Thank god she had Mike. He was sitting out on the back porch, having a cigarette. He had been very quiet since all this broke. He was probably wondering why he spent his whole life picking up the pieces left behind by Brody, Jess thought. The past few days had been odd, kind of unreal. Brody had left her. Calmly, kind of amicably, by mutual agreement. Finally, she guessed. Mike had called, told her that Brody had been to see her, what he had said. Just letting her know that if she needed him, he'd be there, she only had to say the word. She had said the word. He hadn't moved in yet. Jess had only just told the kids that their father had moved out, it was all too soon.
Chris had taken the news of their separation badly, was refusing to eat. Jess was going to have Brody to talk to him, make it okay. Dana hadn't been surprised. She had still been pissed at Brody. Pissed at everyone, really.
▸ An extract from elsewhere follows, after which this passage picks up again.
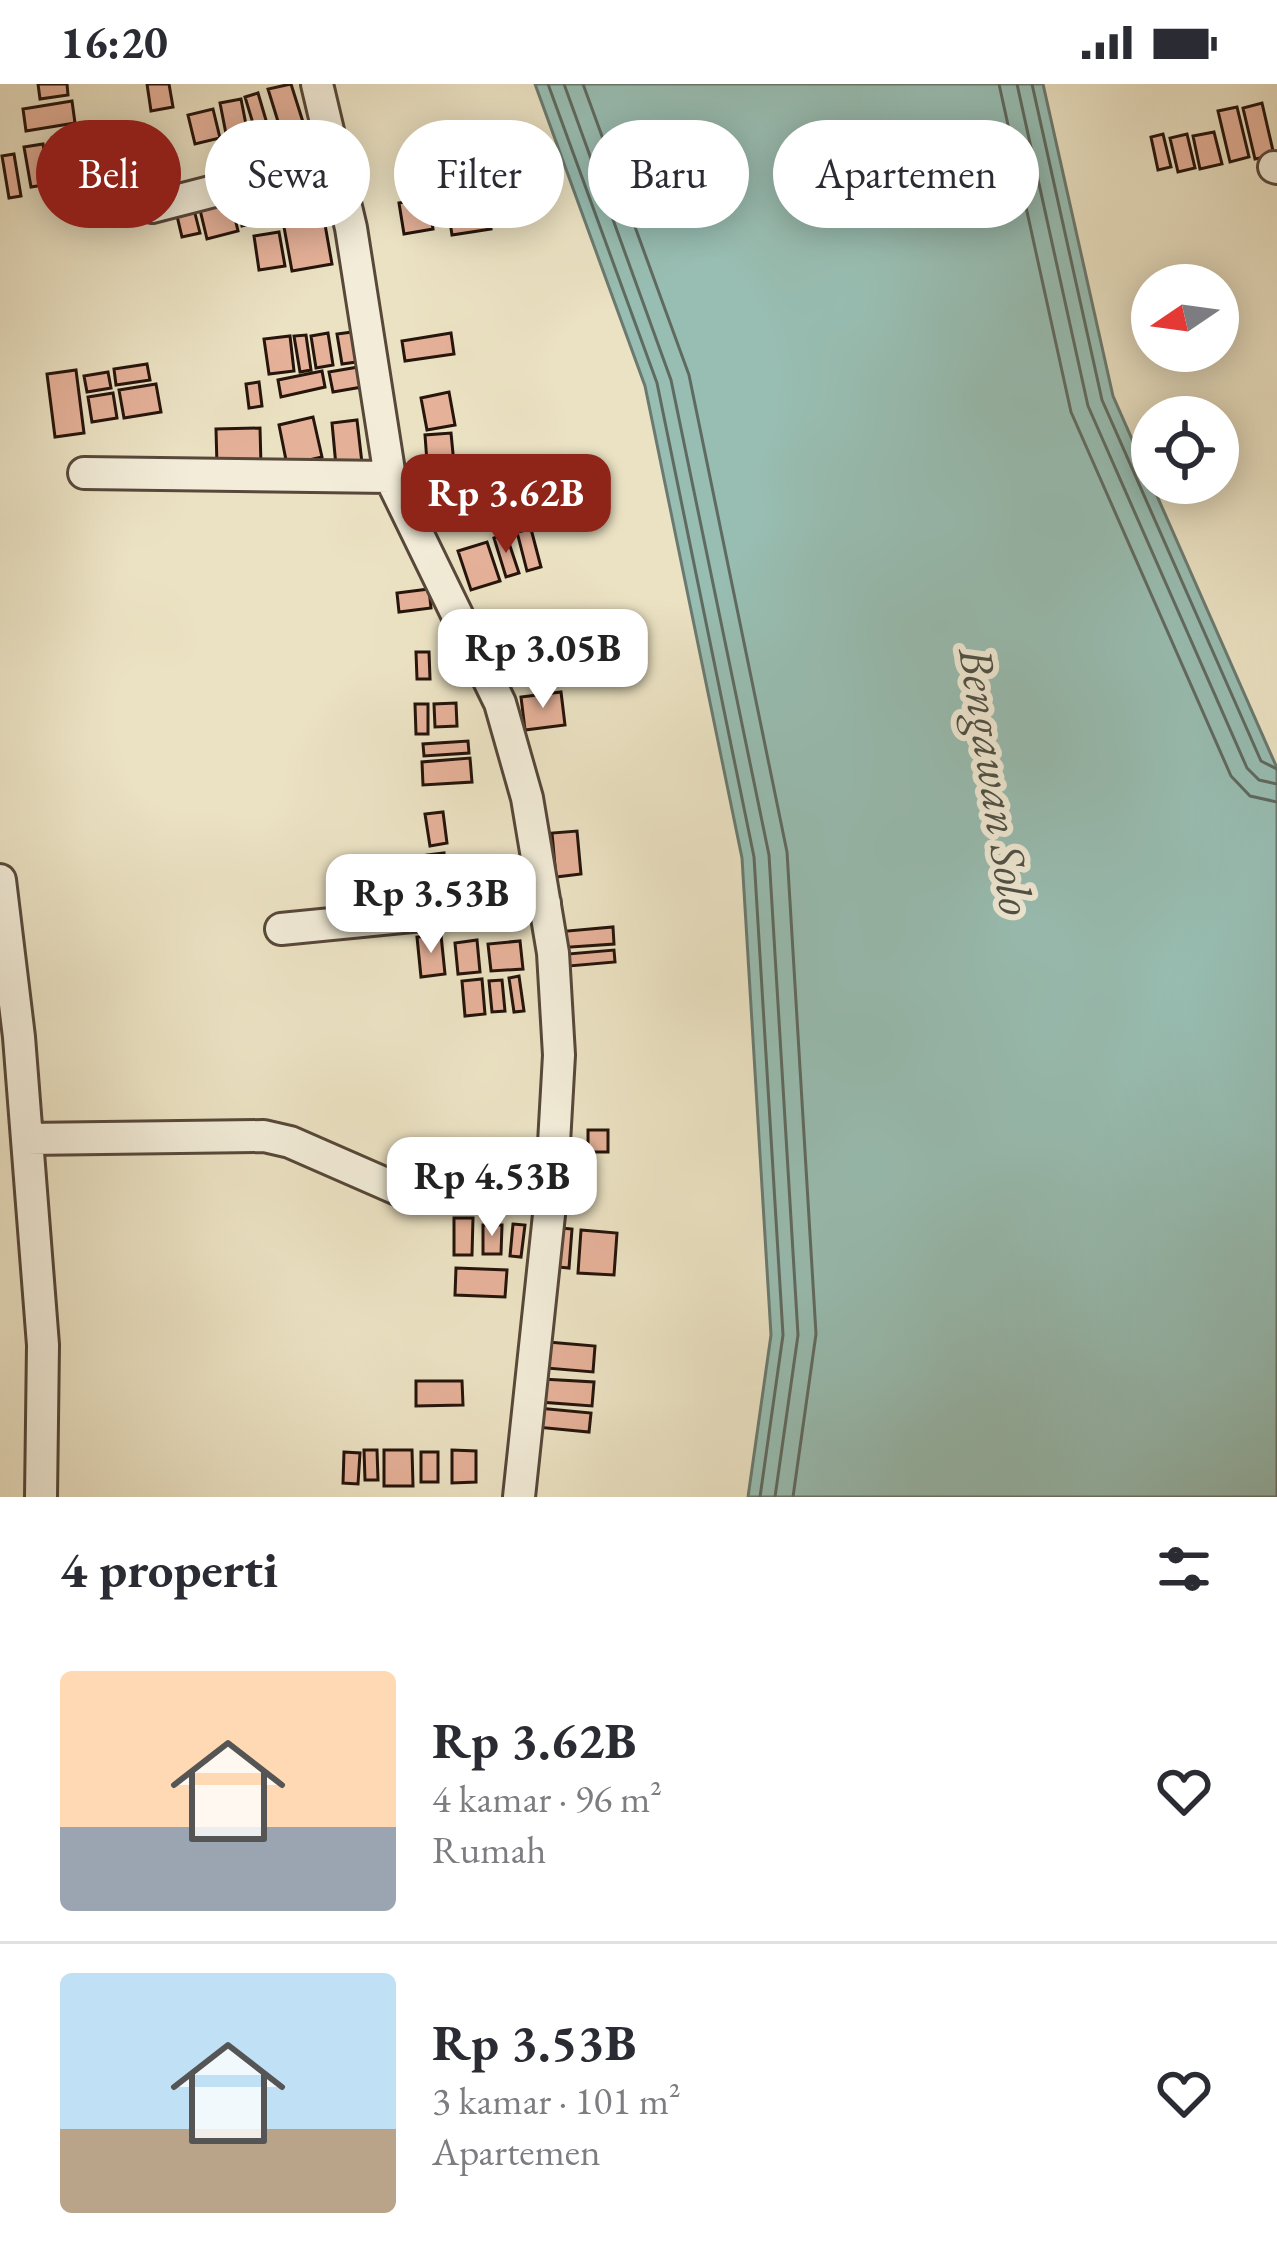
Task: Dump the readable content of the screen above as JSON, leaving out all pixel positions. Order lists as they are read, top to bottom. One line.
{"water":["Bengawan Solo"],"north":"left","page":{"status":"16:20","chip":["Beli","Sewa","Filter","Baru","Apartemen"],"price":["Rp 3.62B","Rp 3.05B","Rp 3.53B","Rp 4.53B"],"heading":"4 properti","list":[{"name":"Rp 3.62B","note":"4 kamar · 96 m² · Rumah"},{"name":"Rp 3.53B","note":"3 kamar · 101 m² · Apartemen"}]}}
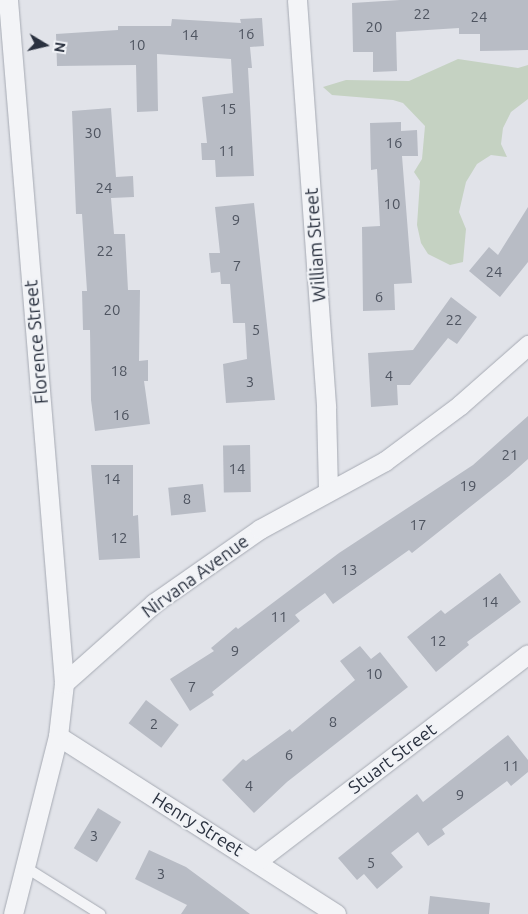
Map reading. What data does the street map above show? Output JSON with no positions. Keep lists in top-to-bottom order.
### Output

Mike had come round for coffee the following day and Dana burst through the kitchen door, took one look at him, glanced at her mother and scoffed "Oh, hey, Uncle Mike, have you come to stay in the spare room? Oh, wait, we don't have one. Still, my dad is gone, have you heard? Maybe we could squeeze you in. Mom, what do you say?". Jess could have killed her, right then. Dana had taken off after that. Mike had hugged Jess and told her that Dana would come round eventually, once things settled and she realised she still had her dad, she still had Jess, that things were just going to be a little different from now on. He was confident that they'd work it out. Jess had kissed him insistently in the kitchen before Chris arrived home from school and sat down immediately to play his video game.
Dana had reacted strangely to this whole thing. Jess knew that Dana adored her father. Jess felt alienated by it sometimes. Even though she had encouraged it herself the whole time Brody had been missing. From when she was very little, when Brody had only just left for Iraq, they had this ritual of kissing Dana's photo of her daddy goodnight before Jess turned Dana's bedroom light out. Jess' part in the ritual had been dispensed with when Dana had reached about fourteen years old, but she knew Dana still did it, even now. Dana kept the tattered photo of Brody in her nightstand. This adoration had even weathered the storm of her recent unbearable teenage behaviour. Not much else had. It was still there, deep down, even though she had been at Brody's throat since he'd let her down over the hit and run. Today must have been so painful for her.
Dana had stood up in front of the agents and announced that this whole thing was bullshit. She had her father's mouth alright. Jess suspected that she knew more than she let on, she definitely understood more about this situation than Jess did. Which wouldn't be hard. She alluded to the time Carrie had appeared at their house. That same incident Brody had mentioned to Jess the night he left. Once the federal agents had gone, she had shut herself in her room and refused to talk to Jess or Mike.
Jess spared a thought for all the other kids who were coping with the loss of a parent tonight. 192 people had died at Langley, they had said on the news, many of them would have been parents. She felt sick.